» **Work required**:
Print each line below verbatim, skipping every picture.

» **Data shown**:
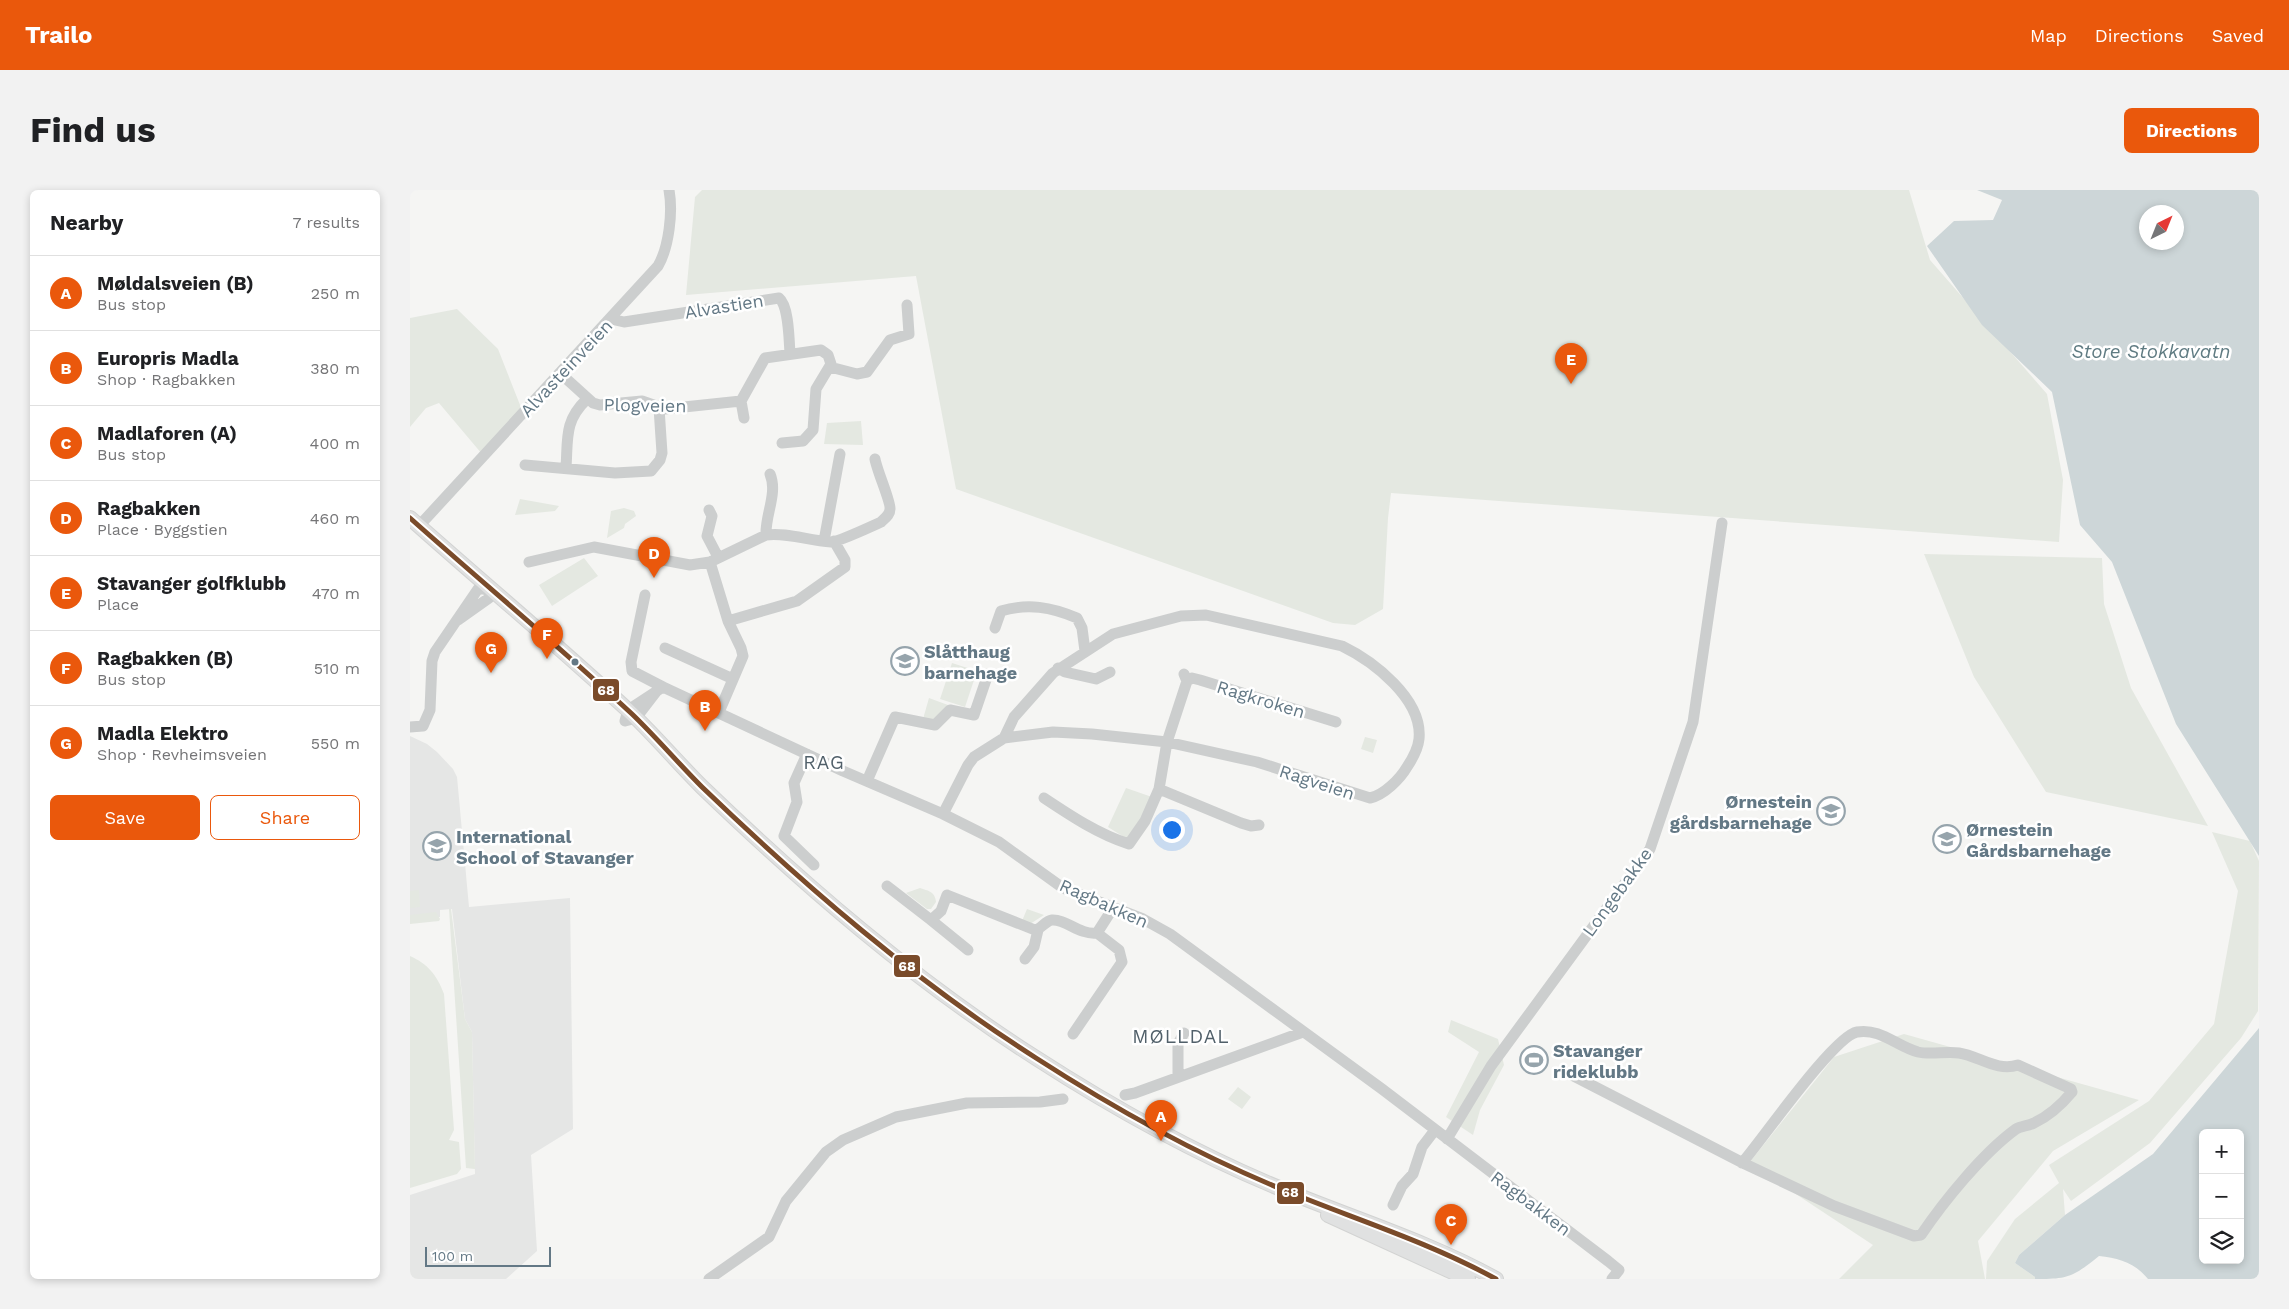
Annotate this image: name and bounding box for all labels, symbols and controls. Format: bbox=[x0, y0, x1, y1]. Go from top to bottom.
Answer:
text: Trailo bbox=[25, 21, 92, 49]
text: Map bbox=[2030, 25, 2067, 46]
text: Directions bbox=[2095, 25, 2184, 46]
text: Saved bbox=[2212, 25, 2264, 46]
button: Directions bbox=[2124, 108, 2259, 153]
text: Find us bbox=[30, 109, 156, 151]
north arrow bbox=[2139, 205, 2184, 250]
text: Nearby bbox=[50, 210, 123, 235]
text: 7 results bbox=[293, 213, 360, 232]
text: Møldalsveien (B) bbox=[97, 272, 254, 295]
text: A bbox=[61, 284, 71, 303]
text: 250 m bbox=[311, 284, 360, 303]
street label: Alvastien bbox=[683, 289, 765, 323]
text: Bus stop bbox=[97, 295, 166, 314]
street label: Alvasteinveien bbox=[516, 315, 616, 421]
water label: Store Stokkavatn bbox=[2072, 340, 2230, 363]
pin: E bbox=[1555, 343, 1587, 384]
text: Europris Madla bbox=[97, 347, 239, 370]
text: B bbox=[61, 359, 71, 378]
text: 380 m bbox=[310, 359, 360, 378]
text: Shop · Ragbakken bbox=[97, 370, 236, 389]
street label: Plogveien bbox=[603, 394, 687, 416]
text: Madlaforen (A) bbox=[97, 422, 237, 445]
text: C bbox=[61, 434, 71, 453]
text: 400 m bbox=[310, 434, 360, 453]
text: Bus stop bbox=[97, 445, 166, 464]
text: Ragbakken bbox=[97, 497, 201, 520]
text: D bbox=[60, 509, 72, 528]
text: 460 m bbox=[310, 509, 360, 528]
text: Place · Byggstien bbox=[97, 520, 228, 539]
pin: D bbox=[638, 537, 670, 578]
text: Stavanger golfklubb bbox=[97, 572, 286, 595]
text: E bbox=[61, 584, 71, 603]
text: 470 m bbox=[312, 584, 360, 603]
text: Place bbox=[97, 595, 139, 614]
pin: F bbox=[531, 618, 563, 659]
pin: G bbox=[475, 632, 507, 673]
place label: Slåtthaug barnehage bbox=[924, 641, 1017, 683]
school or university icon: Slåtthaug barnehage bbox=[890, 646, 920, 676]
text: Ragbakken (B) bbox=[97, 647, 234, 670]
unlabelled marker bbox=[570, 657, 580, 667]
text: F bbox=[61, 659, 71, 678]
text: 510 m bbox=[314, 659, 360, 678]
text: Bus stop bbox=[97, 670, 166, 689]
street label: Ragkroken bbox=[1214, 676, 1308, 722]
line badge: 68 bbox=[592, 678, 620, 702]
text: 68 bbox=[597, 682, 615, 698]
pin: B bbox=[689, 690, 721, 731]
text: Madla Elektro bbox=[97, 722, 228, 745]
text: G bbox=[60, 734, 72, 753]
text: 550 m bbox=[311, 734, 360, 753]
text: Shop · Revheimsveien bbox=[97, 745, 267, 764]
district label: RAG bbox=[803, 751, 845, 774]
street label: Ragveien bbox=[1277, 760, 1357, 804]
place label: Ørnestein gårdsbarnehage bbox=[1670, 791, 1812, 833]
button: Save bbox=[50, 795, 200, 840]
button: Share bbox=[210, 795, 360, 840]
school or university icon: Ørnestein gårdsbarnehage bbox=[1816, 796, 1846, 826]
your location bbox=[1159, 817, 1185, 843]
place label: Ørnestein Gårdsbarnehage bbox=[1966, 819, 2111, 861]
school or university icon: Ørnestein Gårdsbarnehage bbox=[1932, 824, 1962, 854]
place label: International School of Stavanger bbox=[456, 826, 634, 868]
school or university icon: International School of Stavanger bbox=[422, 831, 452, 861]
street label: Longebakke bbox=[1578, 844, 1656, 940]
street label: Ragbakken bbox=[1056, 874, 1152, 932]
line badge: 68 bbox=[893, 954, 921, 978]
text: 68 bbox=[898, 958, 916, 974]
district label: MØLLDAL bbox=[1132, 1025, 1230, 1048]
place label: Stavanger rideklubb bbox=[1553, 1040, 1643, 1082]
sports icon: Stavanger rideklubb bbox=[1519, 1045, 1549, 1075]
pin: A bbox=[1145, 1100, 1177, 1141]
map controls bbox=[2199, 1129, 2244, 1264]
button: + bbox=[2199, 1129, 2244, 1174]
street label: Ragbakken bbox=[1487, 1166, 1575, 1240]
button: − bbox=[2199, 1174, 2244, 1219]
line badge: 68 bbox=[1276, 1181, 1305, 1205]
text: 68 bbox=[1281, 1184, 1299, 1200]
pin: C bbox=[1435, 1204, 1467, 1245]
button: layers bbox=[2199, 1219, 2244, 1264]
scale bar bbox=[425, 1244, 551, 1267]
text: 100 m bbox=[432, 1248, 473, 1264]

» **Solved exercise**:
Annotate this image: name and bounding box for all labels, symbols and controls. Format: bbox=[x0, y0, x1, y1]. Go from top to bottom.
Answer:
text: Trailo bbox=[25, 21, 92, 49]
text: Map bbox=[2030, 25, 2067, 46]
text: Directions bbox=[2095, 25, 2184, 46]
text: Saved bbox=[2212, 25, 2264, 46]
button: Directions bbox=[2124, 108, 2259, 153]
text: Find us bbox=[30, 109, 156, 151]
north arrow bbox=[2139, 205, 2184, 250]
text: Nearby bbox=[50, 210, 123, 235]
text: 7 results bbox=[293, 213, 360, 232]
text: Møldalsveien (B) bbox=[97, 272, 254, 295]
text: A bbox=[61, 284, 71, 303]
text: 250 m bbox=[311, 284, 360, 303]
street label: Alvastien bbox=[683, 289, 765, 323]
text: Bus stop bbox=[97, 295, 166, 314]
street label: Alvasteinveien bbox=[516, 315, 616, 421]
water label: Store Stokkavatn bbox=[2072, 340, 2230, 363]
pin: E bbox=[1555, 343, 1587, 384]
text: Europris Madla bbox=[97, 347, 239, 370]
text: B bbox=[61, 359, 71, 378]
text: 380 m bbox=[310, 359, 360, 378]
text: Shop · Ragbakken bbox=[97, 370, 236, 389]
street label: Plogveien bbox=[603, 394, 687, 416]
text: Madlaforen (A) bbox=[97, 422, 237, 445]
text: C bbox=[61, 434, 71, 453]
text: 400 m bbox=[310, 434, 360, 453]
text: Bus stop bbox=[97, 445, 166, 464]
text: Ragbakken bbox=[97, 497, 201, 520]
text: D bbox=[60, 509, 72, 528]
text: 460 m bbox=[310, 509, 360, 528]
text: Place · Byggstien bbox=[97, 520, 228, 539]
pin: D bbox=[638, 537, 670, 578]
text: Stavanger golfklubb bbox=[97, 572, 286, 595]
text: E bbox=[61, 584, 71, 603]
text: 470 m bbox=[312, 584, 360, 603]
text: Place bbox=[97, 595, 139, 614]
pin: F bbox=[531, 618, 563, 659]
pin: G bbox=[475, 632, 507, 673]
place label: Slåtthaug barnehage bbox=[924, 641, 1017, 683]
school or university icon: Slåtthaug barnehage bbox=[890, 646, 920, 676]
text: Ragbakken (B) bbox=[97, 647, 234, 670]
unlabelled marker bbox=[570, 657, 580, 667]
text: F bbox=[61, 659, 71, 678]
text: 510 m bbox=[314, 659, 360, 678]
text: Bus stop bbox=[97, 670, 166, 689]
street label: Ragkroken bbox=[1214, 676, 1308, 722]
line badge: 68 bbox=[592, 678, 620, 702]
text: 68 bbox=[597, 682, 615, 698]
pin: B bbox=[689, 690, 721, 731]
text: Madla Elektro bbox=[97, 722, 228, 745]
text: G bbox=[60, 734, 72, 753]
text: 550 m bbox=[311, 734, 360, 753]
text: Shop · Revheimsveien bbox=[97, 745, 267, 764]
district label: RAG bbox=[803, 751, 845, 774]
street label: Ragveien bbox=[1277, 760, 1357, 804]
place label: Ørnestein gårdsbarnehage bbox=[1670, 791, 1812, 833]
button: Save bbox=[50, 795, 200, 840]
button: Share bbox=[210, 795, 360, 840]
school or university icon: Ørnestein gårdsbarnehage bbox=[1816, 796, 1846, 826]
your location bbox=[1159, 817, 1185, 843]
place label: Ørnestein Gårdsbarnehage bbox=[1966, 819, 2111, 861]
school or university icon: Ørnestein Gårdsbarnehage bbox=[1932, 824, 1962, 854]
place label: International School of Stavanger bbox=[456, 826, 634, 868]
school or university icon: International School of Stavanger bbox=[422, 831, 452, 861]
street label: Longebakke bbox=[1578, 844, 1656, 940]
street label: Ragbakken bbox=[1056, 874, 1152, 932]
line badge: 68 bbox=[893, 954, 921, 978]
text: 68 bbox=[898, 958, 916, 974]
district label: MØLLDAL bbox=[1132, 1025, 1230, 1048]
place label: Stavanger rideklubb bbox=[1553, 1040, 1643, 1082]
sports icon: Stavanger rideklubb bbox=[1519, 1045, 1549, 1075]
pin: A bbox=[1145, 1100, 1177, 1141]
map controls bbox=[2199, 1129, 2244, 1264]
button: + bbox=[2199, 1129, 2244, 1174]
street label: Ragbakken bbox=[1487, 1166, 1575, 1240]
button: − bbox=[2199, 1174, 2244, 1219]
line badge: 68 bbox=[1276, 1181, 1305, 1205]
text: 68 bbox=[1281, 1184, 1299, 1200]
pin: C bbox=[1435, 1204, 1467, 1245]
button: layers bbox=[2199, 1219, 2244, 1264]
scale bar bbox=[425, 1244, 551, 1267]
text: 100 m bbox=[432, 1248, 473, 1264]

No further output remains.